# Excerpted records
+ + + +

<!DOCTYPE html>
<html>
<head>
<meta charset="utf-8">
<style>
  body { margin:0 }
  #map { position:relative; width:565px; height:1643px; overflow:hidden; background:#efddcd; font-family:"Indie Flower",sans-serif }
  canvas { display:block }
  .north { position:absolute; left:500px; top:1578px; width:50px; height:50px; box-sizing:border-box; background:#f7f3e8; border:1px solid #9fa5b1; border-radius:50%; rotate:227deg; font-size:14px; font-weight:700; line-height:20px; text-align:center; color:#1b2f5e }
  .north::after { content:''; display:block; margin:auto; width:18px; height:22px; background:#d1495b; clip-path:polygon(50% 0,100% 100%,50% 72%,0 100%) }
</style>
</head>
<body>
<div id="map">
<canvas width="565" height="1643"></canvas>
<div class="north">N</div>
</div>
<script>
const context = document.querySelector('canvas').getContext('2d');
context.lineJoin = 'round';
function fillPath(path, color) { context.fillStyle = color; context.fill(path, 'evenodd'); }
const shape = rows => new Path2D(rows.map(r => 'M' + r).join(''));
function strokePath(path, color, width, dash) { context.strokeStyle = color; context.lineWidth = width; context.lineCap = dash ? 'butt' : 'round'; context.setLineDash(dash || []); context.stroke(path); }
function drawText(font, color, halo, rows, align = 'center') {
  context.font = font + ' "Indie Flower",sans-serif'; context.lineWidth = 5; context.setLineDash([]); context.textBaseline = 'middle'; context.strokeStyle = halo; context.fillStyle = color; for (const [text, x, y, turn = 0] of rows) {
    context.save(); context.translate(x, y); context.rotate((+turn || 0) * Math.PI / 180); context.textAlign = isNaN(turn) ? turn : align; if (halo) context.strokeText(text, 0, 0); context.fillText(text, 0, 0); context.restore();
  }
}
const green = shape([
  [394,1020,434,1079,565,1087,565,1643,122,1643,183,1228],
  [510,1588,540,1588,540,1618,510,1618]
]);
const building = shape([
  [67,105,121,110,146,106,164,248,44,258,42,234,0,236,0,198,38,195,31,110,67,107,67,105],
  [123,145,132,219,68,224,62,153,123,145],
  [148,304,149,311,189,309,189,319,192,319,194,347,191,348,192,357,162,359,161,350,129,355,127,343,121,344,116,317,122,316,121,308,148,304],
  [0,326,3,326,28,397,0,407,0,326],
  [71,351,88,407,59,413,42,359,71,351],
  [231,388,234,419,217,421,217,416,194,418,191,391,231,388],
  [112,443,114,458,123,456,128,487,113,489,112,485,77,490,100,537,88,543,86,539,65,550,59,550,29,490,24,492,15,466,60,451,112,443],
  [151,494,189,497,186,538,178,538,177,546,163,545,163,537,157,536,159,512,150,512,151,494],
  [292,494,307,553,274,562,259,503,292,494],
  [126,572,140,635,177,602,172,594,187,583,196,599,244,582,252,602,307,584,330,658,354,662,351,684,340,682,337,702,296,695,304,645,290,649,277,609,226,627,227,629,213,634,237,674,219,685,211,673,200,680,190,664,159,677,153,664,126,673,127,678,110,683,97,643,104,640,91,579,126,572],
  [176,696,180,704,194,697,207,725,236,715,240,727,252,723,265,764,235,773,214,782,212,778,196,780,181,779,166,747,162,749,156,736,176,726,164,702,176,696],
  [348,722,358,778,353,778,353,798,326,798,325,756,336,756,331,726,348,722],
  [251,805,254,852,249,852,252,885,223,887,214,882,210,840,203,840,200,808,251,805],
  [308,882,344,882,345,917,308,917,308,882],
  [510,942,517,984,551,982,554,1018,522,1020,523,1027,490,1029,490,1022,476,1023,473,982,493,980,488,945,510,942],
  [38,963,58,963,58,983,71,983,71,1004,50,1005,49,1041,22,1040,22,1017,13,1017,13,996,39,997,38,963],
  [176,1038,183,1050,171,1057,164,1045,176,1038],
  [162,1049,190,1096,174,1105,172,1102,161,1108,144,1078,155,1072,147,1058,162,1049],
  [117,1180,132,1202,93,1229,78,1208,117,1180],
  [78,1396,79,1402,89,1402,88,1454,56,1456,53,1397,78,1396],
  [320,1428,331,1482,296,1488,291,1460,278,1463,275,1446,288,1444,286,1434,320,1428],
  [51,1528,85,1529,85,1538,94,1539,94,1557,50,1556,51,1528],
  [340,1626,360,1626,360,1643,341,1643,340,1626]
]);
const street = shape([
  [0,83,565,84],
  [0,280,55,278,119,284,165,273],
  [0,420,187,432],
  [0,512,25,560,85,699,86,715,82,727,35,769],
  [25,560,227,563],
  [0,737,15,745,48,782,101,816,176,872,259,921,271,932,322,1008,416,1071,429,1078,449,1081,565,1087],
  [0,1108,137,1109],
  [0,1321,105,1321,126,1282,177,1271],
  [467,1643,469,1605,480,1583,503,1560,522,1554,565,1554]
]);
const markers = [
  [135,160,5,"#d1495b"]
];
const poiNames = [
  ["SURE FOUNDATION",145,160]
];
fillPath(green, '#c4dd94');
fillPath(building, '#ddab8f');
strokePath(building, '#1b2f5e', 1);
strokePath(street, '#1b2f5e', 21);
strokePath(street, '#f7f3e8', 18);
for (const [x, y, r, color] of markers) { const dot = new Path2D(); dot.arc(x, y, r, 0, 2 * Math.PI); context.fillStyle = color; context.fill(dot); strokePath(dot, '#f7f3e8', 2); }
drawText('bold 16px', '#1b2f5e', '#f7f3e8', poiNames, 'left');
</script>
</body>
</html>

+ + + +

# Exercise directions
Across all the entries above, count each line that has the word "rows" in it, and give only the count.

# Output below
3